Digital Arts and New Media: MFA: Collaboration, Innovation, Social Impact

You are here

Experimental Play (Winter - Fall 2012)

Faculty Lead:

Noah Wardrip-Fruin <nwf@ucsc.edu>

The possibilities of digital media have enabled a blossoming of new models of character, story, and language. From computer games with epic structures to experimental interactive films, digital fictions are providing diverse experiences for a wide range of audiences. From ambitious AI experiments to straightforward uses of weblogs and email, authors are creating digital fictions at a wide range of technical complexity.

Within this wide range, some projects focus on the potential of play. This is a powerful technique for engaging audiences — but it is also something more. Play can change the audience’s relationship to a fiction, as when they are invited to play the roles of one or more characters. Play is also a powerful method of developing audience understanding of a computational system, which is perhaps the most promising future territory for the development of digital fictions.

Such computational models make play possible with fiction’s materials, and along fiction’s themes. This offers more potential for fiction than the current approach of most computer games: embedding snippets of fiction between segments of play focused entirely on movement, combat, and economics. Play that integrates more fully with fiction can take a variety of forms. For example, the virtual reality game Screen, created by UCSC faculty member Noah Wardrip-Fruin and collaborators, uses traditional spatial gameplay to involve the audience in the act of trying to keep a memory fiction’s language in place — using familiar game mechanics to enact play that connects to the fiction’s themes. On the other hand, UCSC faculty member Michael Mateas is one of two creators of the interactive drama Façade, which required the development of novel conversational game mechanics to give players the role of one of three characters in a computationally-driven one-act play.

This project group will explore the potential of playable experiences that combine the concerns of fiction (language, character, story), the techniques and research methods of media making and computer science, and the insights of game design. Students with significant background in several of these areas are ideal, though those with strong qualifications in one area (combined with interest in the others) are also encouraged to apply.

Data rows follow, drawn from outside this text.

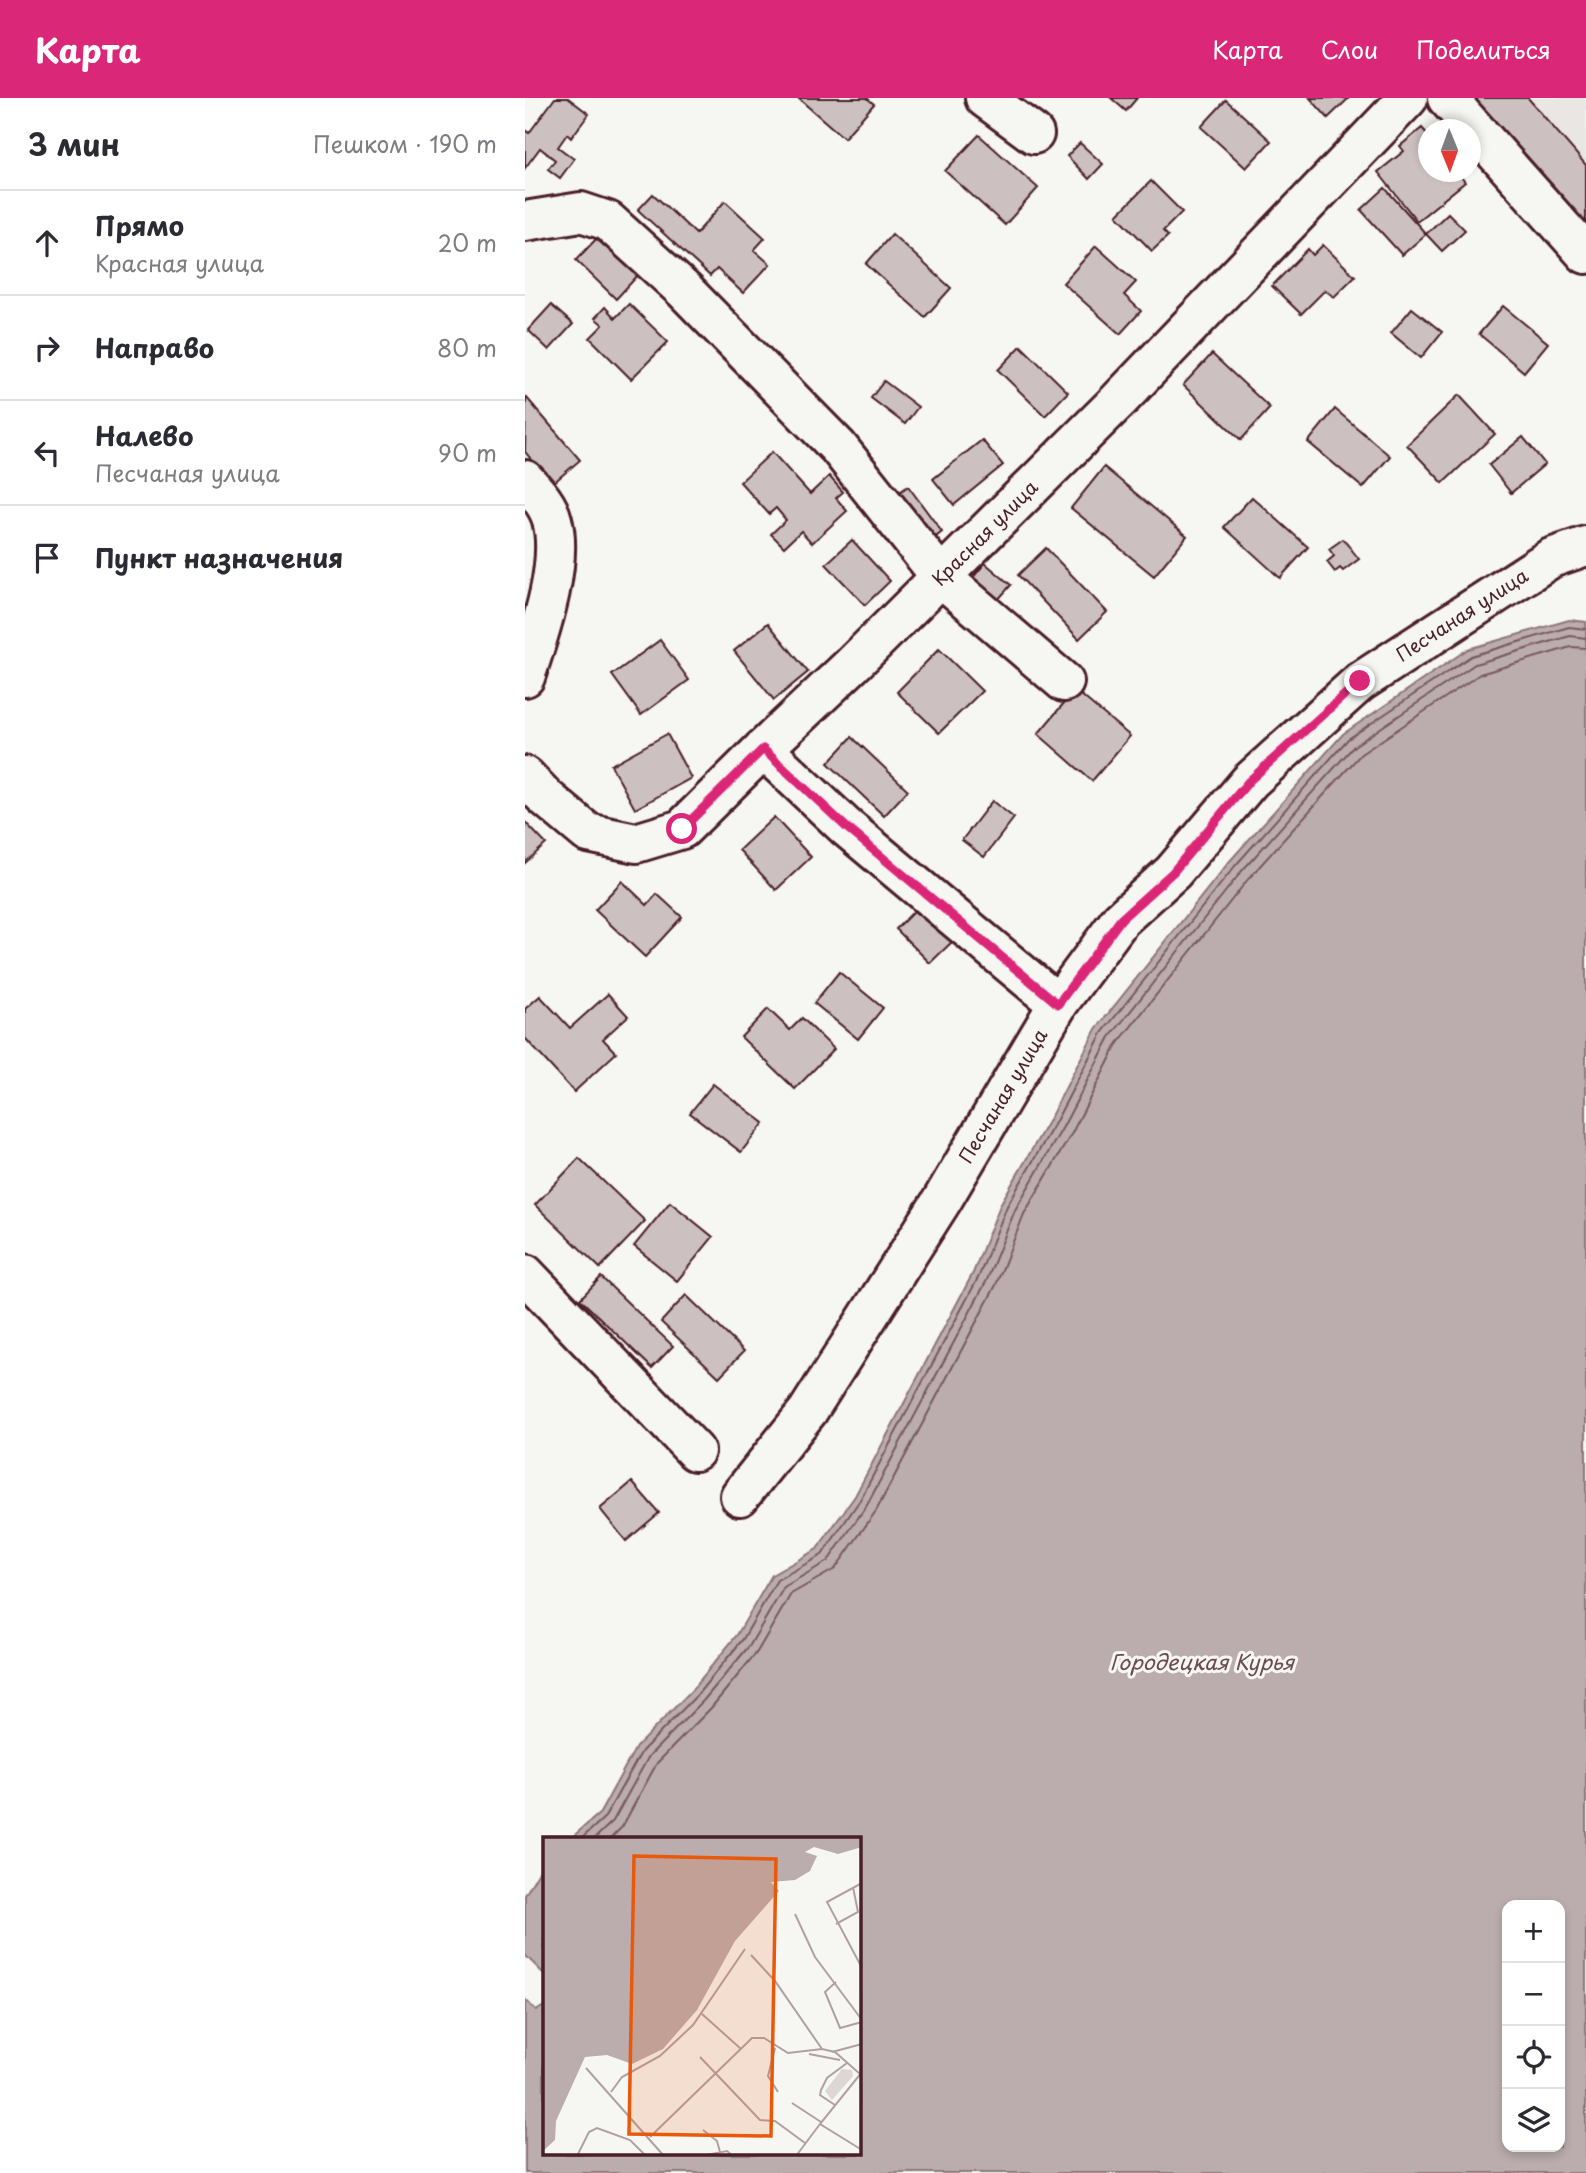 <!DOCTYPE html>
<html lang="ru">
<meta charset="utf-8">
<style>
body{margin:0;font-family:"Playpen Sans",sans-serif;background:#f2f2f3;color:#2b2b33}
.controls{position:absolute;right:21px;bottom:21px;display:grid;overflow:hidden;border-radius:14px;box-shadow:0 4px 10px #0003}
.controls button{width:63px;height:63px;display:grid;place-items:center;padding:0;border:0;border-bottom:2px solid #e1e1e2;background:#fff;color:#2b2b33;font:35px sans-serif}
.compass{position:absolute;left:893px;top:21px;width:63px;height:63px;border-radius:50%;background:#fff;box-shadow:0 4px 10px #0003;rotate:179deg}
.stop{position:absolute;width:21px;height:21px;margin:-16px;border:5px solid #db2777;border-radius:50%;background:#fff}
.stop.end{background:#db2777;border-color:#fff;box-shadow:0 2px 7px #0008}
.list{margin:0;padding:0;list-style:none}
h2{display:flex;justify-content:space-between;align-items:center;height:91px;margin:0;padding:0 28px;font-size:30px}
h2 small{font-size:23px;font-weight:400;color:#7c7c81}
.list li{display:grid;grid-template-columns:46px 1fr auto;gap:21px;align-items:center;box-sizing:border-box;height:105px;padding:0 28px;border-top:2px solid #e1e1e2}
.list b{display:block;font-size:26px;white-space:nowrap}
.list p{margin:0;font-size:23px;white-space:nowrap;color:#7c7c81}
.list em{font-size:23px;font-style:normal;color:#7c7c81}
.icon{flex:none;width:38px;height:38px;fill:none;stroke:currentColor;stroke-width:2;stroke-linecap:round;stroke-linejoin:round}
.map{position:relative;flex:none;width:1061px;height:2075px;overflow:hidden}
header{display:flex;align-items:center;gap:42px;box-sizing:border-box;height:98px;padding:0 35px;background:#db2777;color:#fff}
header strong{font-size:33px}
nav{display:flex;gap:38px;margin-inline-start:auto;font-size:24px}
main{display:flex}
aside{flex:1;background:#fff}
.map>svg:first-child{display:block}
.built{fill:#e9e6e3}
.water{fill:#bbadae;stroke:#8e747a;stroke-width:2;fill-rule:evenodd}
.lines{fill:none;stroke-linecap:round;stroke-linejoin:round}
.shore{stroke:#77585f;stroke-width:2}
.building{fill:#ccc1c0;stroke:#4a1f2b;stroke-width:2}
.minor-casing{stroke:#4a1f2b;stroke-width:44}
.minor{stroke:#f6f6f2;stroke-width:38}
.route{stroke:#db2777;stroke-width:9}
.labels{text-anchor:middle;stroke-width:6;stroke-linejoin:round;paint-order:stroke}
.street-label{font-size:19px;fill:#4a1f2b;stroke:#f6f6f2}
.water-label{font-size:21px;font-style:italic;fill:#6c4a52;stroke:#f6f6f2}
.inset-road{fill:none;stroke:#b1a0a2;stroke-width:2}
.view{fill:#e8590c;fill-opacity:0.15;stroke:#e8590c;stroke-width:3.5}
.inset-edge{fill:none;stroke:#4a1f2b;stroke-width:3.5}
</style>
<header>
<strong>Карта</strong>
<nav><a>Карта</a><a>Слои</a><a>Поделиться</a></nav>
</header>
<main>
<aside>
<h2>3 мин<small>Пешком · 190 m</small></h2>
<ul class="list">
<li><svg class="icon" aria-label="ahead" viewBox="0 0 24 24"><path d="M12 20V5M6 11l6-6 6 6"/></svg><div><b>Прямо</b><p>Красная улица</p></div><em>20 m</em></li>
<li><svg class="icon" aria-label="right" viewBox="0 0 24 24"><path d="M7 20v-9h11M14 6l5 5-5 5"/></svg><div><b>Направо</b></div><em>80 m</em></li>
<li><svg class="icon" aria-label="left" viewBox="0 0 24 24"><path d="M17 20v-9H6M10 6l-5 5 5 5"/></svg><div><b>Налево</b><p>Песчаная улица</p></div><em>90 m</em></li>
<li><svg class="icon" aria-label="arrive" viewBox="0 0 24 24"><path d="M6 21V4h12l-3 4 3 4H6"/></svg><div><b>Пункт назначения</b></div></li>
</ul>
</aside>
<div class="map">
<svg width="1061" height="2075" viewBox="0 0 1061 2075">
<rect width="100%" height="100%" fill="#f6f6f2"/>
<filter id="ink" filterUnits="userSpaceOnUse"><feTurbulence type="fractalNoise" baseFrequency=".0143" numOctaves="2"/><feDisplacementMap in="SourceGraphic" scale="14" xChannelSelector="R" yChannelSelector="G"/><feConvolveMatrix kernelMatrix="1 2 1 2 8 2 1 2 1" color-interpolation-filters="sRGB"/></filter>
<g filter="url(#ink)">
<polygon class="built" points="1003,0 1061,0 1061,67"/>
<g class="water">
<path d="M 1044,522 L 1061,524 L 1061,2075 L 0,2075 L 0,1901 L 11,1913 L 19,1908 L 19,2056 L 334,2056 L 334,1741 L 45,1741 L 75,1715 L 111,1649 L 167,1592 L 212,1537 L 247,1477 L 292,1451 L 330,1398 L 448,1175 L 476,1105 L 524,1022 L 571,931 L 704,764 L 818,636 L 943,551 ZM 982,1807 L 1035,1807 L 1035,2049 L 982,2049 Z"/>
<polygon points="19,1765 19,1876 0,1857 0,1797"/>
</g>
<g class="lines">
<g class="shore">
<polyline points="56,1741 80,1719 117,1653 172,1597 218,1541 252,1482 297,1457 335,1402 454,1178 482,1108 530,1025 577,935 710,768 823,641 946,558 1044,529 1061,531"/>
<polyline points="69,1741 88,1723 124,1658 178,1603 225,1547 259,1489 303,1463 342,1407 462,1182 490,1112 538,1029 585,939 716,774 829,648 950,566 1045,538 1061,540"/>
<polyline points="85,1741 97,1729 132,1665 186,1610 232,1554 266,1496 310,1471 351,1413 471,1187 499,1116 547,1035 593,945 724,780 836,656 955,576 1046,549 1061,550"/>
</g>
</g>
<g class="building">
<polygon points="30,0 43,0 64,16 46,40 42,36 33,49 49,61 35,80 23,71 30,62 15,50 0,70 0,32 4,35"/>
<polygon points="273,0 342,0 349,6 319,40"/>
<polygon points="586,0 612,0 601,13"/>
<polygon points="785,0 824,0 803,20"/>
<polygon points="948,0 1003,0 1061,67 1061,130"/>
<polygon points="701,2 746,43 721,70 676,29"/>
<polygon points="897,30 904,38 904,74 932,74 940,84 892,123 853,74 879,53 875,48"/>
<polygon points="454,37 513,90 480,127 420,73"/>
<polygon points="555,45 578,66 564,81 542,58"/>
<polygon points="626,83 657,114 638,133 643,138 627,153 592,117"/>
<polygon points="860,90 901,136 877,157 836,112"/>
<polygon points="128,96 171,136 200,103 240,140 229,152 245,166 218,195 192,171 185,178 113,112"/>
<polygon points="923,115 940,132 917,153 901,136"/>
<polygon points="367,136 426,190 400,219 341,166"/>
<polygon points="75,137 115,175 91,201 51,162"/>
<polygon points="798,147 830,178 809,199 800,192 776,216 747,188 783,151 788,157"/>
<polygon points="571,148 611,184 599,197 616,213 595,236 538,185"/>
<polygon points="104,206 143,244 106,281 65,240 78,227 70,220 80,209 90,220"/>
<polygon points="26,207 48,226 24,252 3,232"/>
<polygon points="978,208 1023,245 999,274 954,236"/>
<polygon points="887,210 917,234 896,260 866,235"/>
<polygon points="496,248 543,294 520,318 473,272"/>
<polygon points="687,256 745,310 716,342 658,287"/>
<polygon points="359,283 393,309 380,326 346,300"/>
<polygon points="934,297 970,336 918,385 882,347"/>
<polygon points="1,299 55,362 27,386 0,354"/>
<polygon points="810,311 865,358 838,390 783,344"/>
<polygon points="998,339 1020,366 986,395 964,367"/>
<polygon points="457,342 478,367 429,407 408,381"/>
<polygon points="247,354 285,396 304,378 318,394 311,400 322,413 287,445 276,433 259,449 246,436 261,422 251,410 244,416 215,384"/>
<polygon points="579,369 662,438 629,478 546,410"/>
<polygon points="383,388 417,434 402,446 367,400"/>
<polygon points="727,399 783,449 755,480 699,429"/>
<polygon points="818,441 834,461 818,473 815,470 810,474 802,464 809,458 804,451"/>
<polygon points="327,442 365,483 340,507 301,466"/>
<polygon points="521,450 582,514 554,541 493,477"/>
<polygon points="460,465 486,487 471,504 446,482"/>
<polygon points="243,525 283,574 249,602 209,553"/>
<polygon points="135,542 164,582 116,617 87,577"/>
<polygon points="414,551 457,593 414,635 372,594"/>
<polygon points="550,592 605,638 567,683 513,636"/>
<polygon points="142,636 166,680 110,711 86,667"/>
<polygon points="327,639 383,692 359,718 303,665"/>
<polygon points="467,703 489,720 459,759 437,742"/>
<polygon points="249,719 286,759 251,792 214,752"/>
<polygon points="0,724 21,746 0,765"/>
<polygon points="97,783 122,807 132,796 157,819 120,859 70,812"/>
<polygon points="395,807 429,842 405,865 371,831"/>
<polygon points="314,874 358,910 333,941 289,905"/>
<polygon points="83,896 103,918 78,941 91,955 49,994 0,940 0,911 15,898 45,930"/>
<polygon points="243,911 265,932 277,920 309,951 270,991 216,939"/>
<polygon points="188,986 239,1025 216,1054 165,1015"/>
<polygon points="54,1060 120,1123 75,1170 10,1107"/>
<polygon points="145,1104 188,1139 152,1183 109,1148"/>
<polygon points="76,1179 148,1248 127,1270 55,1201"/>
<polygon points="161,1197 219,1253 194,1279 136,1224"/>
<polygon points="107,1384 134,1415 101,1443 75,1411"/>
</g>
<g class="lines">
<defs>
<g id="minor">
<polyline points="460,0 509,36"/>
<polyline points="922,0 1061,156"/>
<polyline points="0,123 56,114 83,123 159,192 313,349 416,479 539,584"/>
<path d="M 0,382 C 11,394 23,406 27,422 C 39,466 14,536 0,579"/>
<polyline points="238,651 321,729 533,906"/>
<polyline points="0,678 20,699 63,735 111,745 157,731 238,651 327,567 594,302 883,0"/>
<polyline points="0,1176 170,1353"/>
<polyline points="215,1398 283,1313 416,1104 533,906 596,821 648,774 725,683 835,584 1026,460 1061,448"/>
</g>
</defs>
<use href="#minor" class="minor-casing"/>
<use href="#minor" class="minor"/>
</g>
</g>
<g class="lines" filter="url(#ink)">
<polyline class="route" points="157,731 238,651 321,729 533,906 596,821 648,774 724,683 835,583"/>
</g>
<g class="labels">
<g class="street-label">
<text transform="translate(460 435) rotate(-45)" y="7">Красная улица</text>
<text transform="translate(937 517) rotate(-33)" y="7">Песчаная улица</text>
<text transform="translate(478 998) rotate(-59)" y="7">Песчаная улица</text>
</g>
<g class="water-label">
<text x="677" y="1572">Городецкая Курья</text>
</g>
</g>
<g transform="translate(18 1739)">
<rect width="318" height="318" fill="#f6f6f2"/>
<path d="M 299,232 L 309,233 L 310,239 L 289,263 L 282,254 Z" fill="#ddd6d5"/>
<path d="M 0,0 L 318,0 L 319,10 L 295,17 L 271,10 L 262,15 L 274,19 L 267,34 L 252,43 L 228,45 L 236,54 L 192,104 L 154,173 L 120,212 L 89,227 L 64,218 L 42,220 L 13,284 L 12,303 L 0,314 Z" fill="#bbadae"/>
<path class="inset-road" d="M 319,46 L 284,65 L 319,131M 252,77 L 272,120 L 319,183M 293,87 L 315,75 L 310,50M 208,118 L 232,144 L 279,212M 293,145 L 282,155 L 297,191 L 319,185M 159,177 L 198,212M 232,211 L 225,239 L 235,255M 289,215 L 319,207M 266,217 L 297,223M 157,220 L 217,283 L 232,284 L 262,306M 43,231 L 121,319M 319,235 L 277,287 L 319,313M 68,255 L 79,240 L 117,219 L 150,188 L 202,112M 249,266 L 278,285M 292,268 L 277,258 L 278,253 L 284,241 L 304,226M 160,293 L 174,304 L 177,315M 107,300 L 209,201 L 221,201 L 245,216 L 279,212 L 292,215 L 317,237M 34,319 L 46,295 L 54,291 L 87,303 L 103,319M 158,319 L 184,314 L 190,319M 253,319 L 277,287"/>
<path class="view" d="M 91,19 L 233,22 L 228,299 L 86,297 Z"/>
<rect width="318" height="318" class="inset-edge"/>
</g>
</svg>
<div class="controls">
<button>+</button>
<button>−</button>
<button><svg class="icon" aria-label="locate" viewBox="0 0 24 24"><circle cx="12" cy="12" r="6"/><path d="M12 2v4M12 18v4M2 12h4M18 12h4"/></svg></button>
<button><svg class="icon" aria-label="layers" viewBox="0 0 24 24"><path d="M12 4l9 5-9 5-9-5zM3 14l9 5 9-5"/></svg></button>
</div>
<svg class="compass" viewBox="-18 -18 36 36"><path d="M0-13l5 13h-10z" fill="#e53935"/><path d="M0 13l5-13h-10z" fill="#7c7c81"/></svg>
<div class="stop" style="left:157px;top:731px"></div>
<div class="stop end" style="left:835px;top:583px"></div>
</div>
</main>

During the project group’s first term (Winter 2012) students in the group will take part in Wardrip-Fruin’s Playable Media graduate course, cross-listed between DANM and the Computer Science department. This course will bring DANM MFA students together with CS graduate students who are working on research projects to enable new genres of fiction and gaming. All students in the course will design a series of prototypes, critique each other’s work, and discuss a series of readings, digital fictions, and games.

Students in the project group will also become members of Wardrip-Fruin and Mateas’s lab, the interdisciplinary Expressive Intelligence Studio. They will take part in weekly group meetings and, as they become involved in research projects, join one of the weekly research “pod” meetings (drawn along a variety of themes). This will continue through the Spring, Summer, and Fall of 2011 — though Summer term participation is optional (as some students may wish to leave Santa Cruz for the summer). 

Students will continue their own creative practice and research, with feedback from the faculty and other lab members. At the same time, students will also participate in one or more group projects designed to produce complete media experiences that can be publicly released, exhibited, demonstrated, and result in conference and journal publications. These projects, which will vary in duration from one to three quarters, select an emerging new technology from the lab and use it as the basis for a playable model — both producing previously-impossible play experiences and “pushing back” on technology development with insights acquired through creative practice. In addition to UCSC faculty and students, projects may also involve collaborators at other universities, in the wider field of the arts, and/or in industry.